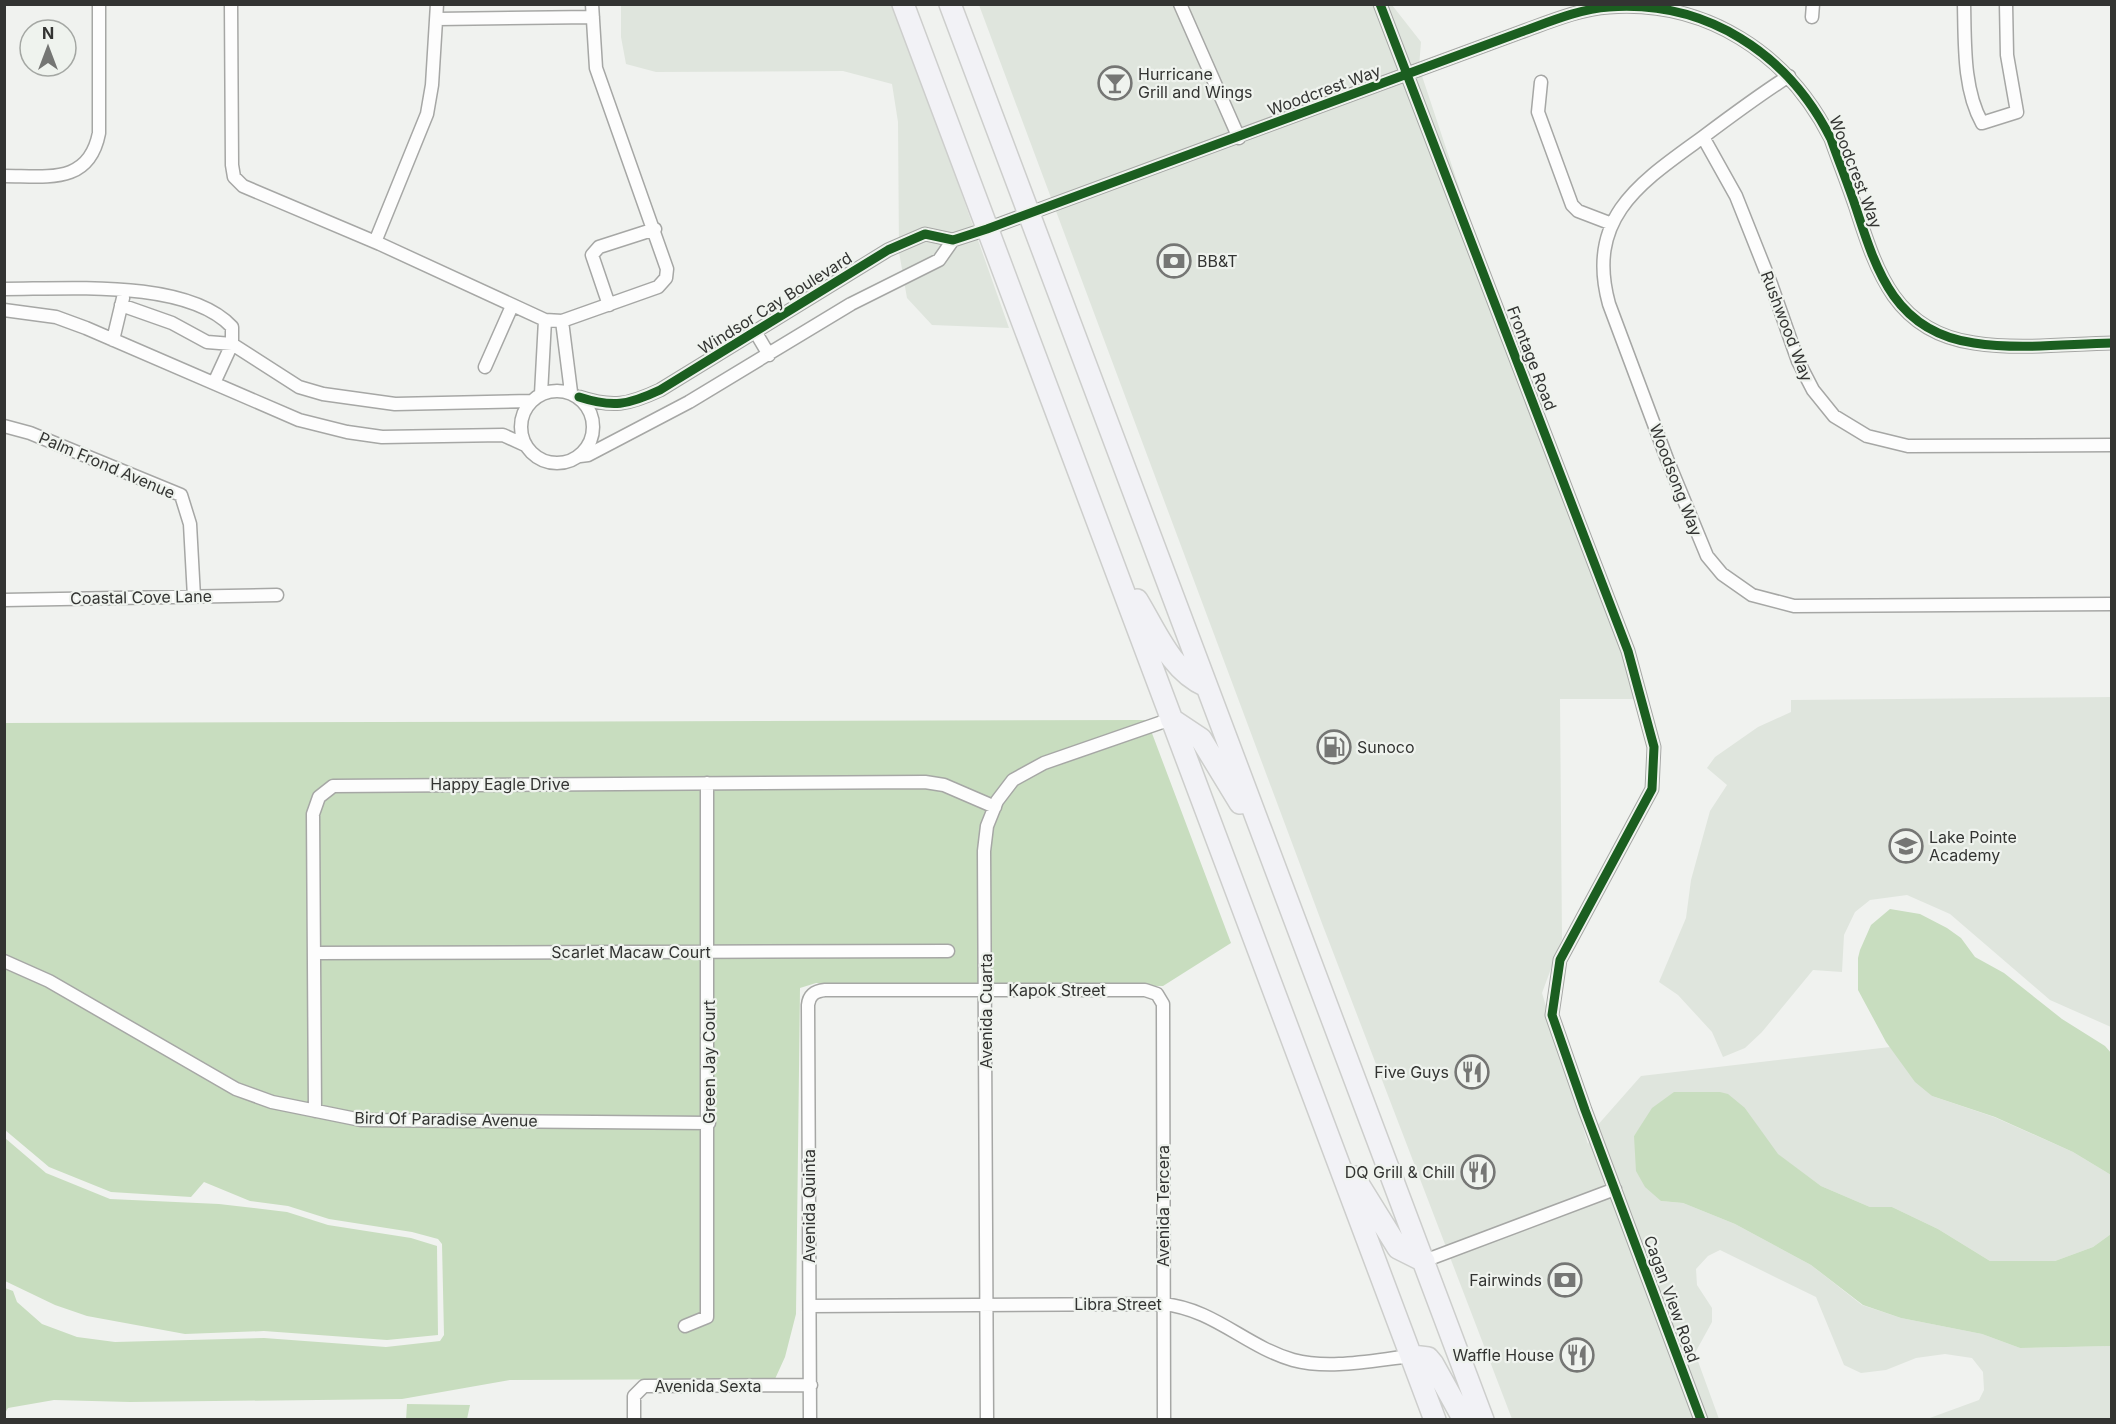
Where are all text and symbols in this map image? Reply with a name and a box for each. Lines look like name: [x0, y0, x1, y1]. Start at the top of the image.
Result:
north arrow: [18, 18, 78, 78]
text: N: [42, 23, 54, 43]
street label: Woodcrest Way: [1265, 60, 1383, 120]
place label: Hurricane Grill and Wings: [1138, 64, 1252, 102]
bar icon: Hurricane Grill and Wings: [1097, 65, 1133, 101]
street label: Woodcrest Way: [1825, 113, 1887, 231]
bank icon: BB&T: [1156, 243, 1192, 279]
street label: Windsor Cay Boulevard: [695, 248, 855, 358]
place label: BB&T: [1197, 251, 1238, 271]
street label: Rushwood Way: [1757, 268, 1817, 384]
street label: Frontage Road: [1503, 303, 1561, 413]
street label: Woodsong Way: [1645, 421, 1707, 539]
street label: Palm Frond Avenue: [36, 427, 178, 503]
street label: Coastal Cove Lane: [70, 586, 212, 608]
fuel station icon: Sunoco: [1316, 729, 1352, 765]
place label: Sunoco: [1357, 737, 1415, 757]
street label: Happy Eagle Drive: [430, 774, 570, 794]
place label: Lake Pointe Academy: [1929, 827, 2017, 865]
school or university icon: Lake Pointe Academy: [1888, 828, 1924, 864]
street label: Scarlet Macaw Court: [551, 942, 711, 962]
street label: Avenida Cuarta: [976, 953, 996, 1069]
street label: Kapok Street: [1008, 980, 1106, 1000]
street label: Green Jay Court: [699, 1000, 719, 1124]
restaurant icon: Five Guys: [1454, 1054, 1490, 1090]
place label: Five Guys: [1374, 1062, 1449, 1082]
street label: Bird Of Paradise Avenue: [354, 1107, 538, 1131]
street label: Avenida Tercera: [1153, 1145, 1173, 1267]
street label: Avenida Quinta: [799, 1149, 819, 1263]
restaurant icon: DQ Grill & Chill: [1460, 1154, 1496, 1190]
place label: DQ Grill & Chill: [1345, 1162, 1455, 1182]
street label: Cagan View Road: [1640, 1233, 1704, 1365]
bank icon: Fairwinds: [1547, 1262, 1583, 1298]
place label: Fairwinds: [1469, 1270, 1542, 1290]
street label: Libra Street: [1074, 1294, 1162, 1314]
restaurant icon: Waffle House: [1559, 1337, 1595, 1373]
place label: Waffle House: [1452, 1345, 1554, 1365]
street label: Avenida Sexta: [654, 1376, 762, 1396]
_ _ _ _ _ _ _
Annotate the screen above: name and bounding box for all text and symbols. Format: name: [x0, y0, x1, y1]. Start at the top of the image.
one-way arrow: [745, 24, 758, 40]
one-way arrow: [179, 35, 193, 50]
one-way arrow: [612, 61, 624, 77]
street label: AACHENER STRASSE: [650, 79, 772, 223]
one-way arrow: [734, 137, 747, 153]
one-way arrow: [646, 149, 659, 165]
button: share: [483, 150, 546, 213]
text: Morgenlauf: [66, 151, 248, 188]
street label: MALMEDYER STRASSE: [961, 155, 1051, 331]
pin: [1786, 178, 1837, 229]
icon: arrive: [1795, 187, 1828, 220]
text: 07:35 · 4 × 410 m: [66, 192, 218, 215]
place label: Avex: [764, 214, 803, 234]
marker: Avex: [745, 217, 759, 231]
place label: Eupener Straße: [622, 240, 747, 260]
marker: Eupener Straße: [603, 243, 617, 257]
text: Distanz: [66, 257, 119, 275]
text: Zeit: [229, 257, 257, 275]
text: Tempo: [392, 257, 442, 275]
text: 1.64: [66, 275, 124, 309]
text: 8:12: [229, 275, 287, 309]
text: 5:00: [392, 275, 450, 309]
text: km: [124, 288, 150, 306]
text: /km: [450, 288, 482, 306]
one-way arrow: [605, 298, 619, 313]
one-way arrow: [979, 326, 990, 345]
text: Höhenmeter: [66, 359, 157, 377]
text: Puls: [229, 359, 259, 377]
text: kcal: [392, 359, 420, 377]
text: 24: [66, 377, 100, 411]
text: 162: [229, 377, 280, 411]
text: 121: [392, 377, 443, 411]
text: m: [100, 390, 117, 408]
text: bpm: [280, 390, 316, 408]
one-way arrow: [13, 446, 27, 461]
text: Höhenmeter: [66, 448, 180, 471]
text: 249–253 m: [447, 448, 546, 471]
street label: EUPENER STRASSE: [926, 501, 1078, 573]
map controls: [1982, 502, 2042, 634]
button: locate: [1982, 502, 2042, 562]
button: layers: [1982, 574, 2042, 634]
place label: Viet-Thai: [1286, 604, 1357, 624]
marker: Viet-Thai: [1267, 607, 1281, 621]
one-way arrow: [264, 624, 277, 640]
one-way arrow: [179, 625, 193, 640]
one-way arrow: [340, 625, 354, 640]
_ _ _ _ _ _ _
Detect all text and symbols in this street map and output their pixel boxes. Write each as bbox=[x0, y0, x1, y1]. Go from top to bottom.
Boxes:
_ _ _ _ _ _ _
## Description of the task
Search the preceding listing for the word "each" and pull out every line that holds it.

## Task output
Where are all text and symbols in this map image? Reply with a name and a box for each. Lines look like name: [x0, y0, x1, y1]. Start at the top of the image.
Detect all text and symbols in this street map and output their pixel boxes. Write each as bbox=[x0, y0, x1, y1]. Go from top to bottom.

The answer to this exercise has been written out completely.